Weekly Culture Round-Up: 9/13 – 9/19

Here's our weekly culture round-up featuring our favorites in film, culture, music, and more—this is where we'll be on nights out and over the weekend.

Pina Returns to Brooklyn — Modern dance luminary Pina Bausch and her stalwart company of exceptional dancers, Tanztheater Wuppertal, made their New York debut in 1984 with the now-iconic double bill of Café Müller, a melancholic fever dream in which the dreamer, a sleepwalking woman, is trapped inside a congested, monochromatic restaurant, and The Rite of Spring, a voracious reinterpretation of Stravinsky’s original ballet, one that covers the stage in soil and sees its assemblage anguishing and passionately caressing the dirtied space, each movement marking their clothing, accentuating the overt sensuality of the work as the performers entropically draw closer to one another.
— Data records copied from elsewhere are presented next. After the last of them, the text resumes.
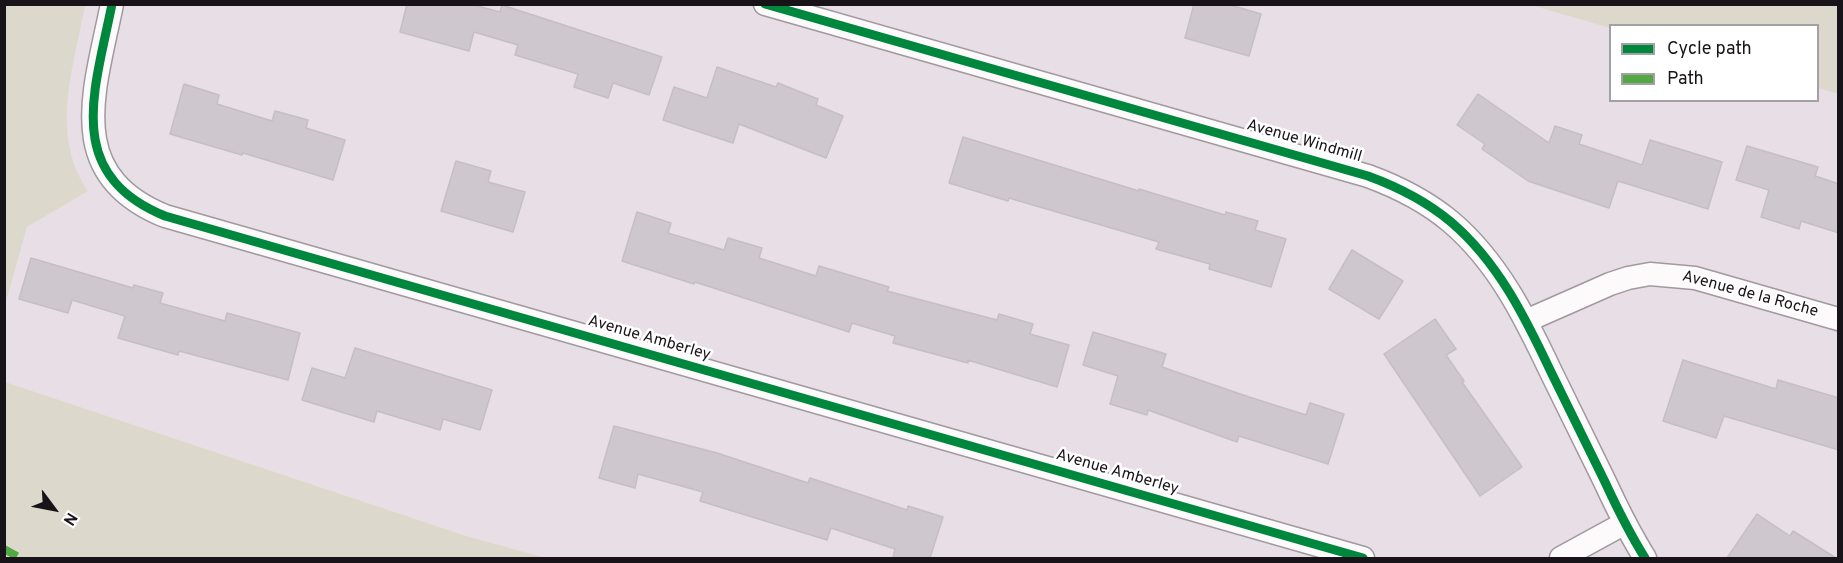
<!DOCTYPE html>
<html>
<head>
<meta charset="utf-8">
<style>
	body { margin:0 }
	#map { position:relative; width:1843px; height:563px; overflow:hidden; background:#e8dee6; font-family:Overpass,sans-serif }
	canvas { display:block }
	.frame { position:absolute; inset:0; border:6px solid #181318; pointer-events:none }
	.legend { position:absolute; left:1609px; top:24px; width:210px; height:78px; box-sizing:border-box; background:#fff; border:2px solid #a3a1a3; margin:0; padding:8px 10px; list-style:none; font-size:18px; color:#181318 }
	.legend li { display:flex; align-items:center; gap:12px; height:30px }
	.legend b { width:30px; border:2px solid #a3a1a3 }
	.north { position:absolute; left:24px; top:479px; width:60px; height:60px; -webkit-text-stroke:4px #fff; paint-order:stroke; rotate:122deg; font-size:16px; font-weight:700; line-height:24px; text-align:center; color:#181318 }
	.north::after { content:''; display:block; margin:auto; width:21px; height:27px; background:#181318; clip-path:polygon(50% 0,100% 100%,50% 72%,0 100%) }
</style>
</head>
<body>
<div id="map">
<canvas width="1843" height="563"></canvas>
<div class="frame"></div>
<ul class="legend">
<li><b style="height:8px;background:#00873e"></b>Cycle path</li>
<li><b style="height:8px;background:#52a842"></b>Path</li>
</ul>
<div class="north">N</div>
</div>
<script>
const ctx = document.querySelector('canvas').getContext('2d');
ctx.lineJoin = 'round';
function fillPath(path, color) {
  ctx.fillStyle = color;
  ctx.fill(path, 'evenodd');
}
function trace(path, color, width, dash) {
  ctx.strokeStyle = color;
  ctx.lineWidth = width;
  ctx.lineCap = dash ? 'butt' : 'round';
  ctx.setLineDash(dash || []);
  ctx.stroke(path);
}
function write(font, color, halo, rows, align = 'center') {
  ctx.font = font + ' Overpass,sans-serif';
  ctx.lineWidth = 5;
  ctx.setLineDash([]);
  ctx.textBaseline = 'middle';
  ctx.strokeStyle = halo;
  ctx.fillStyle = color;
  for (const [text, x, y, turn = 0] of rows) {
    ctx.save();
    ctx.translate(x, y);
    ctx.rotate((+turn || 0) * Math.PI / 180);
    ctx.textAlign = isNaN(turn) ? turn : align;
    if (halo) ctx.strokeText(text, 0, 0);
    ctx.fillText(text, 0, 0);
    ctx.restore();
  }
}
fillPath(new Path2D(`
	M 5,4 L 85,5 C 74,67 49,134 88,191 L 27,227 L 5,305 Z
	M 1531,5 L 1838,5 L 1838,94 L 1818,88 L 1818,26 L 1610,26 L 1610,28 Z
	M 5,382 L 466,536 L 546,558 L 5,558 Z`), '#dcd9cc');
const building = new Path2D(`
	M 407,4 L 470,4 L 500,12 L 502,5 L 662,57 L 649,95 L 613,83 L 608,98 L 574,87 L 578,74 L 515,55 L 518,45 L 474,32 L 469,51 L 400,32 Z
	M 1194,4 L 1227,4 L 1261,14 L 1249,56 L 1185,38 Z
	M 717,67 L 776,87 L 778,83 L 818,99 L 816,105 L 843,116 L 826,158 L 739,124 L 733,143 L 663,120 L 674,87 L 707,98 Z
	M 184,84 L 219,95 L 217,104 L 272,121 L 275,111 L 308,120 L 306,128 L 345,140 L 333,180 L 243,153 L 242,155 L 170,134 Z
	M 1478,94 L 1549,143 L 1555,126 L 1582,135 L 1579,144 L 1642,165 L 1650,140 L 1722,162 L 1708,209 L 1618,181 L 1609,208 L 1528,181 L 1482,149 L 1485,144 L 1457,125 Z
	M 963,137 L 1139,191 L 1139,189 L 1225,215 L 1226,212 L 1258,221 L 1255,230 L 1286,239 L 1271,287 L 1209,269 L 1210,264 L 1156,249 L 1159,242 L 1009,198 L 1008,201 L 949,183 Z
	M 1747,146 L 1818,167 L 1815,176 L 1839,184 L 1839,233 L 1801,221 L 1799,229 L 1761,217 L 1769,190 L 1736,180 Z
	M 456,161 L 491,171 L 488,182 L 525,192 L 513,232 L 441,211 Z
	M 637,212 L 671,223 L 668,233 L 724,250 L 728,238 L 762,248 L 759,258 L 816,276 L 819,266 L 889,287 L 887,291 L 997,320 L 999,314 L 1033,324 L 1030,334 L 1069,345 L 1057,387 L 968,360 L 968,363 L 893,343 L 895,336 L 852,323 L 849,332 L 695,282 L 694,284 L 622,261 Z
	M 1352,250 L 1403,281 L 1379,319 L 1329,289 Z
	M 31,258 L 133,288 L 134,285 L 163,293 L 160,303 L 225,321 L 227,313 L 300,333 L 288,380 L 179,351 L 178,355 L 118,338 L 125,316 L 72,300 L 68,313 L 19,299 Z
	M 1435,319 L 1456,349 L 1446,355 L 1464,381 L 1462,382 L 1522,467 L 1480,496 L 1384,354 Z
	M 1093,332 L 1166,354 L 1162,367 L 1249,397 L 1306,415 L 1310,403 L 1344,414 L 1328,464 L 1239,436 L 1237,442 L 1148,410 L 1147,415 L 1110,404 L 1118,376 L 1083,365 Z
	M 355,348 L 492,390 L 480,430 L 443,419 L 440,430 L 377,411 L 374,422 L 302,400 L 312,368 L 345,378 Z
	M 1683,360 L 1776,389 L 1778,380 L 1839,398 L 1839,450 L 1724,416 L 1716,438 L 1663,421 Z
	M 614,426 L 717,453 L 808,483 L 810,478 L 907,510 L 908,506 L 943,517 L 930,558 L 893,558 L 895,549 L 831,528 L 827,540 L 700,501 L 703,492 L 638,474 L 635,488 L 599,478 Z
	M 1757,514 L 1790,536 L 1793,531 L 1836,558 L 1727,558 Z`);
fillPath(building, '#cfc7ce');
trace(building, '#c5bec4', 1.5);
const street = new Path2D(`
	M 112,4 C 95,90 62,174 165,216 L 1363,558
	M 765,4 L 1368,176 C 1398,187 1426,201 1451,222 C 1498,262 1525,317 1551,372 C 1569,408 1587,445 1605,482 C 1617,508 1630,534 1645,558
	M 1526,321 L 1610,284 L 1628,278 L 1650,274 L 1695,278 L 1838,319
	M 1561,558 L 1625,523`);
trace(street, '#a0999f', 25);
trace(street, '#fcfafb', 22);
trace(new Path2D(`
	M 4,549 L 20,558`), '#52a842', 8, [15, 8]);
trace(new Path2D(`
	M 112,4 C 95,90 62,174 165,216 L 1363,558
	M 765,4 L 1368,176 C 1398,187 1426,201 1451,222 C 1498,262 1525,317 1551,372 C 1569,408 1587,445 1605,482 C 1617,508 1630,534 1645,558`), '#00873e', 9);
write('16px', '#181318', '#fff', [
	["Avenue Windmill",1304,142,16],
	["Avenue de la Roche",1750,295,15],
	["Avenue Amberley",649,339,16],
	["Avenue Amberley",1117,473,16]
]);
</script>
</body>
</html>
Both of these remarkable, world-renown works are being presented together as part of BAM’s “2017 Next Wave Festival,” bringing Tanztheater Wuppertal and Pina’s lasting legacy back to New York once again.

BAM 9/14-9/24

Ballet of a Thin Man Joyce Theater is opening its doors for the Fall season with the world premiere of Twyla Tharp’s ballet ode to the prolific career of Bob Dylan, Dylan Love Songs, an eccentric exploration of love and loss through interpretative dance inspired by the Bard of folk music’s somber lyricism. Sharp-witted and charismatic, Twyla Tharp and her company of dancers are known for their exuberance and vitality, evident in the bountiful movement in their productions, including The Fugue, set to Bach’s “The Musical Offering,” and The Raggedy Dances, this time underscored by Joplin, Bolcom and Mozart. Both of these earlier works from the 1970s will be performed alongside Tharp’s latest starting Tuesday, September 19 with performances continuing until October 8.

Joyce Theater 9/19-10/8

Bringing the Runway Home — New York Fashion Week is wrapping up, but the runway looks are far from over—they’ve only moved to another borough. Brooklyn Museum have again partnered with queer lifestyle site dapperQ to host their fourth annual queer fashion runway show, this year’s “R/Evolution,” dedicated to showcasing an eclectic array of designer styles that offer a wide representation of LGBTQIA+ identities throughout the New York fashion scene. Prior to the expansive runway showcase is a happy hour social event sponsored by Henrietta Hudson, New York’s longest running brick and mortar lesbian bar, which also includes a number of pop-up shops for guests to peruse as well as a set by DJ M.O.

Brooklyn Museum 9/14

Terminal to Terminal — Terminal 5 is your go-to destination for concerts this coming week with UK electronic alternative band Kasabian playing Thursday, September 14 and Philadelphia-based indie rockers The War on Drugs playing the following Tuesday, September 19. Kasabian are touring in promotion of their new album, For Crying Out Loud, another sonically aggressive addition to their distortion-heavy discography although significantly chunkier than recent work due to their choice to reincorporate live instrumentation into their music. The War on Drugs are also promoting the release of their very new album, A Deeper Understanding, having come out just this past August, it’s since been receiving critical acclaim and climbing the charts with its bittersweet explorations of Americana though a distinctly 80s synth rock-influenced sound.

Terminal 5 9/14 & 9/19
Tickets – Kasbian
Tickets – War on Drugs

Reel Hidden Gems — One of the many preoccupations of film historians is to recover, preserve, and perhaps, ideally, be able to restore films that were thought to be permanently damaged in their original celluloid form or, worse yet, completely lost to time. Thanks to the indispensable efforts of institutions such as the UCLA Film and Television Archive, these critical works are able to see the light of day once again on beautifully restored prints than can even rival the pristine condition they possessed upon initial release. Dedicated to the medium’s continuation both classically and contemporaneously, Metrograph has partnered with UCLA to present the “UCLA Festival of Preservation,” a series celebrating their diligent work with screenings of films such as Ernst Lubitsch’s charmingly sly romantic comedy caper Trouble in Paradise (1932), Howard Alk’s judicious documentary testifying to the political assassination of a Black Panther chapter leader, The Murder of Fred Hampton (1971), and many more—all playing on newly restored 35mm prints.